Jean-Michel Mataigne : de logique et d’intuition

Photographie : Camille Noyon - Texte : Julien Damon
Jean-Michel Mataigne BAT

Ingénieur en physique appliquée, formé à la prestigieuse université de Louvain-la-Neuve en Belgique où, dit-il, « on s’amuse tout autant qu’on apprend », Jean-Michel Mataigne est chercheur chez Arcelor Mittal. Ses travaux visent à étudier les propriétés physiques et chimiques des matériaux, et tout spécialement à améliorer les procédés de galvanisation, cette technique consistant à recouvrir l’acier de zinc afin de prévenir la corrosion.

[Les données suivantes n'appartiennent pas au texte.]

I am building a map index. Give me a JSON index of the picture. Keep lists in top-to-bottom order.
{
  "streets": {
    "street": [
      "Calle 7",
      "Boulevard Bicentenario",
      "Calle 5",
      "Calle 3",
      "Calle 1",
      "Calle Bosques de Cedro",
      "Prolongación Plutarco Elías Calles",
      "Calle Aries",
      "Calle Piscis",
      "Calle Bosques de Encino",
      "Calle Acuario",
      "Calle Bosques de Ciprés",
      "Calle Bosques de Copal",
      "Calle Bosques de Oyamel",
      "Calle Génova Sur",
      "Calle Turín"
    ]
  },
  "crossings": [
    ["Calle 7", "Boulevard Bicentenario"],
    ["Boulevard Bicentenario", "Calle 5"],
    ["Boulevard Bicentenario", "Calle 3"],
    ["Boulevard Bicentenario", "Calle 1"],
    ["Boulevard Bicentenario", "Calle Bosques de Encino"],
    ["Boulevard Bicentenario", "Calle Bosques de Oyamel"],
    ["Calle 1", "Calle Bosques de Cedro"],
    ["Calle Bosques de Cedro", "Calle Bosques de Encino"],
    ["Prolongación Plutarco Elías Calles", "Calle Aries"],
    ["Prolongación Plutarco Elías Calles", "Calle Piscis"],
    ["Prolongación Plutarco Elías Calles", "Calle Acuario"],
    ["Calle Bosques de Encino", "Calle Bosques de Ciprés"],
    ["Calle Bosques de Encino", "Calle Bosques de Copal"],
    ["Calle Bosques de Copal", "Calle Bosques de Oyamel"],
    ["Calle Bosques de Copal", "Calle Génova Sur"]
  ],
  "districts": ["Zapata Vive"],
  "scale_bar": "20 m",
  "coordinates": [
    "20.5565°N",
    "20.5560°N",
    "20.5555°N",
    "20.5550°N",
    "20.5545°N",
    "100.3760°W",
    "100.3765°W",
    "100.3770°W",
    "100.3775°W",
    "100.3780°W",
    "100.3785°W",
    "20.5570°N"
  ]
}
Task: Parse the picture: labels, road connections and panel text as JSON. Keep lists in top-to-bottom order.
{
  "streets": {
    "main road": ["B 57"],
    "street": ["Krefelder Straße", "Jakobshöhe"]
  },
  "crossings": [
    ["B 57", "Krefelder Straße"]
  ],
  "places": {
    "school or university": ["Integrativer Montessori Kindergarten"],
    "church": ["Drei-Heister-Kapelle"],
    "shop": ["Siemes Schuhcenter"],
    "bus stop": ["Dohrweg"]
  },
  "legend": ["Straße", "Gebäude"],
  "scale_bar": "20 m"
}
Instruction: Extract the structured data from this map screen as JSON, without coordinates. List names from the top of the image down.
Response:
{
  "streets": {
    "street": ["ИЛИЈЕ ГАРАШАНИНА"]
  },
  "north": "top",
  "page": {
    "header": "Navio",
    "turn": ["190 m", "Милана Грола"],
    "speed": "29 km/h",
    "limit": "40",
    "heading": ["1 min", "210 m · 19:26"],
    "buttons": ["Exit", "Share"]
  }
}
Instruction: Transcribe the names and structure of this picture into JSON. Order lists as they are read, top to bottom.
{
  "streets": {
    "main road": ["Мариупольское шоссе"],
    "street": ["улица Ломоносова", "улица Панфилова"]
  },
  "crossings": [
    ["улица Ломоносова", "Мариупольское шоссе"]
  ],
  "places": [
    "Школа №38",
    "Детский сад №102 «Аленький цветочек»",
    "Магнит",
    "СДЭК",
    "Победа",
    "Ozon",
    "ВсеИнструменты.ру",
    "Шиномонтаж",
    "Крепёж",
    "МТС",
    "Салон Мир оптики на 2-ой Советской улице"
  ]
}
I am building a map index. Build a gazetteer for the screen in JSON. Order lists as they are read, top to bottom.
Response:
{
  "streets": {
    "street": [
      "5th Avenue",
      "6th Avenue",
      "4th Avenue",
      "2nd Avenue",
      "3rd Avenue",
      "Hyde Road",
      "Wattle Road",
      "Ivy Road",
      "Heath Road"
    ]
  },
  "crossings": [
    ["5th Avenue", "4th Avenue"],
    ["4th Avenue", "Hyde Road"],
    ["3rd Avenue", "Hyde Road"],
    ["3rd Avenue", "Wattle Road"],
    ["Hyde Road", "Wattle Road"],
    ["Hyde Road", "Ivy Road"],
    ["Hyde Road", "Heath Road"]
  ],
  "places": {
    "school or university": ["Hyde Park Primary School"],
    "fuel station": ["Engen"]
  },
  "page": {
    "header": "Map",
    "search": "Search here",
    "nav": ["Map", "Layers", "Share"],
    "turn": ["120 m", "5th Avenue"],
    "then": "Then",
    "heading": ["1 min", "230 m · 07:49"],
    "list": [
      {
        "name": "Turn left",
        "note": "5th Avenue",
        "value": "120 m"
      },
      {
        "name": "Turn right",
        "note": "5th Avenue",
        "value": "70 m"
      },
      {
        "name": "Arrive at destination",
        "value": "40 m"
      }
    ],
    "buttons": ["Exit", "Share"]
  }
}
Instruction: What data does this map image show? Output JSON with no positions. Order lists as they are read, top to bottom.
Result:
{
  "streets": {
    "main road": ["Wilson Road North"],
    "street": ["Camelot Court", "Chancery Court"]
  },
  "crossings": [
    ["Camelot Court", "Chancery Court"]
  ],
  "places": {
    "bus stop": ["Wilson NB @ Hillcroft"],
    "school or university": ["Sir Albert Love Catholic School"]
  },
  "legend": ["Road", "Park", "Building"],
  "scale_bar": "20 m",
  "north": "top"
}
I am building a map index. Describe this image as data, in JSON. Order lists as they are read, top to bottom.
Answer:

Côté jardin, il est aussi joueur d’échecs, et même président du club d’échecs de Senlis, fort de trente-cinq adhérents qui chaque semaine s’entraînent et s’affrontent dans un tournoi interne amical. Jean-Michel Mataigne trouve à ce jeu beaucoup de beauté. « Une combinaison réussie, c’est toujours quelque chose de joli. » Gagner la partie est important, certes, mais la manière compte beaucoup.

Le jeu d’échecs relève d’un mélange de rigueur mathématique et d’intuition artistique. « Pratiquer les échecs, c’est aussi riche que la musique ou la peinture. » Il existe d’ailleurs des ouvrages entièrement consacrés aux parties des grands maîtres, comme des recueils de partitions ou des archives d’études préparatoires aux chefs d’œuvres des plus éminents artistes.

La rigueur naît de la discipline qu’on s’impose à l’entraînement, désormais souvent contre des ordinateurs qui ne pardonnent aucune faute. L’intuition, c’est ce flair, difficile à qualifier, grâce auquel un joueur sent qu’une partie peut basculer, qu’une combinaison gagnante se cache dans la position.

Jean-Michel Mataigne aime participer aux compétitions. Il fut un temps, lorsque son agenda professionnel lui laissait davantage de liberté, où il parvenait à s’entraîner une à deux heures par jour : il s’est alors approché du niveau d’un maître mais sans réussir à s’y maintenir. Aujourd’hui, dit-il, il comprend mieux le jeu qu’à l’époque mais il lui est plus difficile de soutenir l’effort de concentration qu’exige une partie en compétition, cinq à six heures d’affilée d’attention sans faille.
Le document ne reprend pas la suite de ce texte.